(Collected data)
━━━━━━━━━━━━━━━━
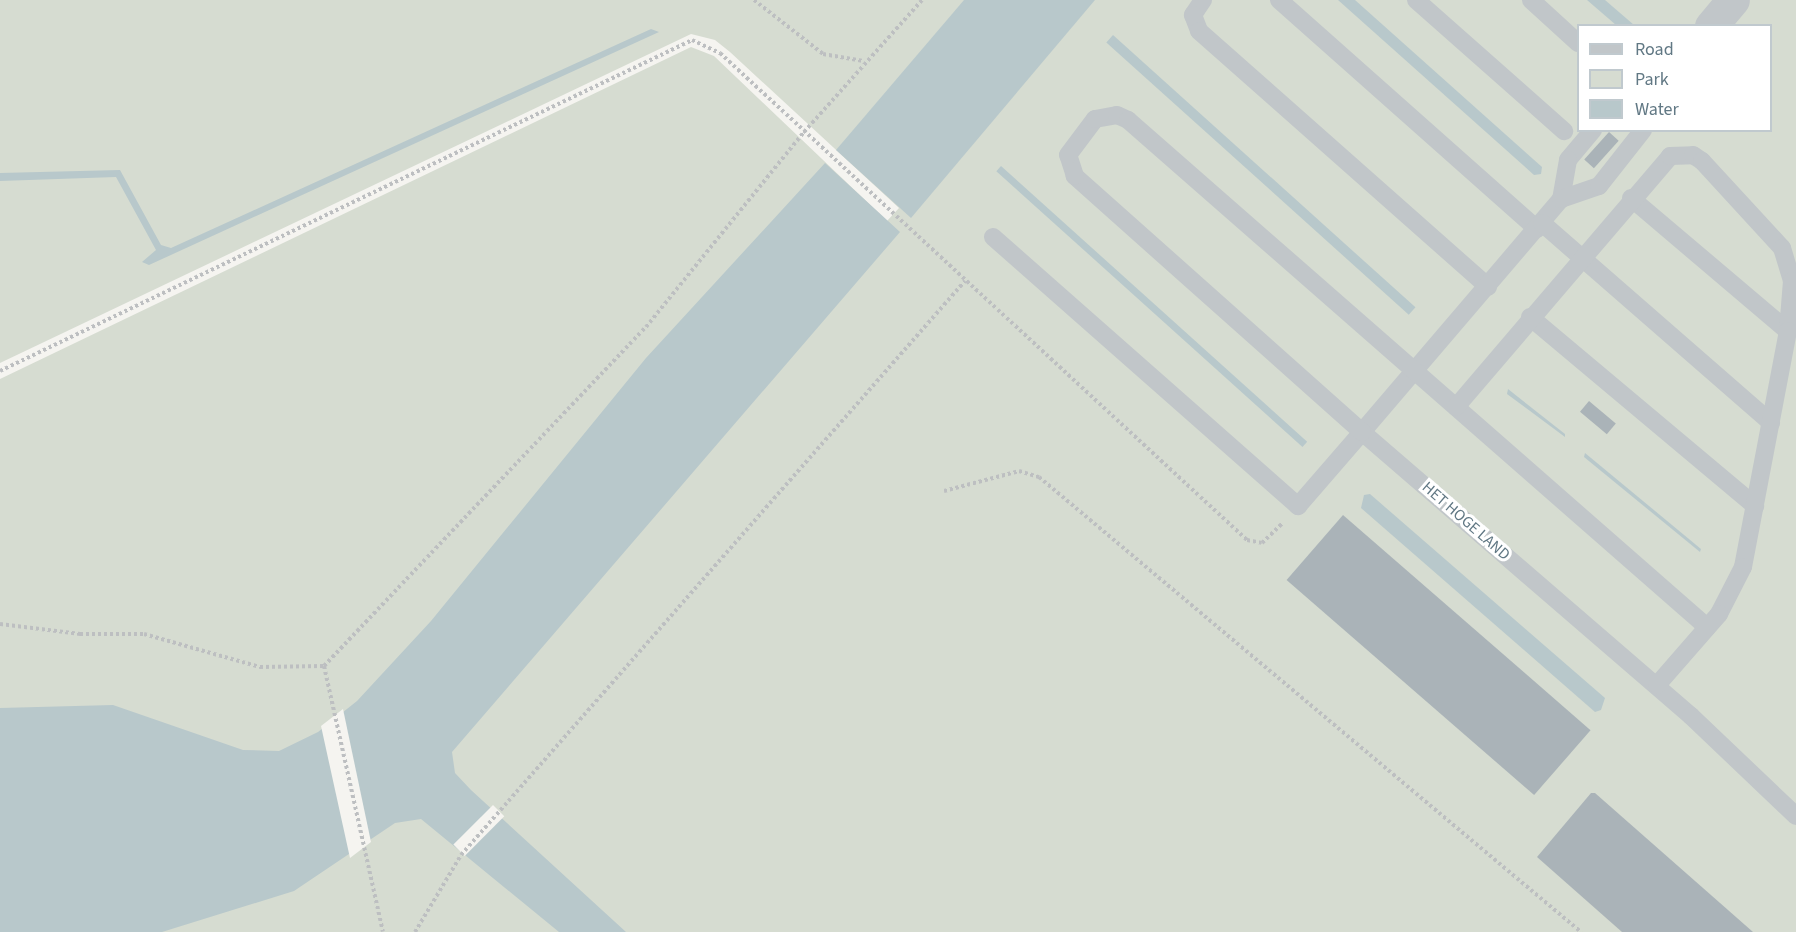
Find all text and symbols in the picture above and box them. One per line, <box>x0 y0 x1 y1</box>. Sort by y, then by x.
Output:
legend <box>1577 24 1772 132</box>
text: Road <box>1635 37 1674 62</box>
text: Park <box>1635 67 1669 92</box>
text: Water <box>1635 97 1679 122</box>
street label: HET HOGE LAND <box>1418 478 1514 564</box>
━━━━━━━━━━━━━━━━
:: What the exercise asks ::
Your copy of the data above should match it exactly, apart from the images.

:: Written response ::
Find all text and symbols in the picture above and box them. One per line, <box>x0 y0 x1 y1</box>. Sort by y, then by x.
Output:
legend <box>1577 24 1772 132</box>
text: Road <box>1635 37 1674 62</box>
text: Park <box>1635 67 1669 92</box>
text: Water <box>1635 97 1679 122</box>
street label: HET HOGE LAND <box>1418 478 1514 564</box>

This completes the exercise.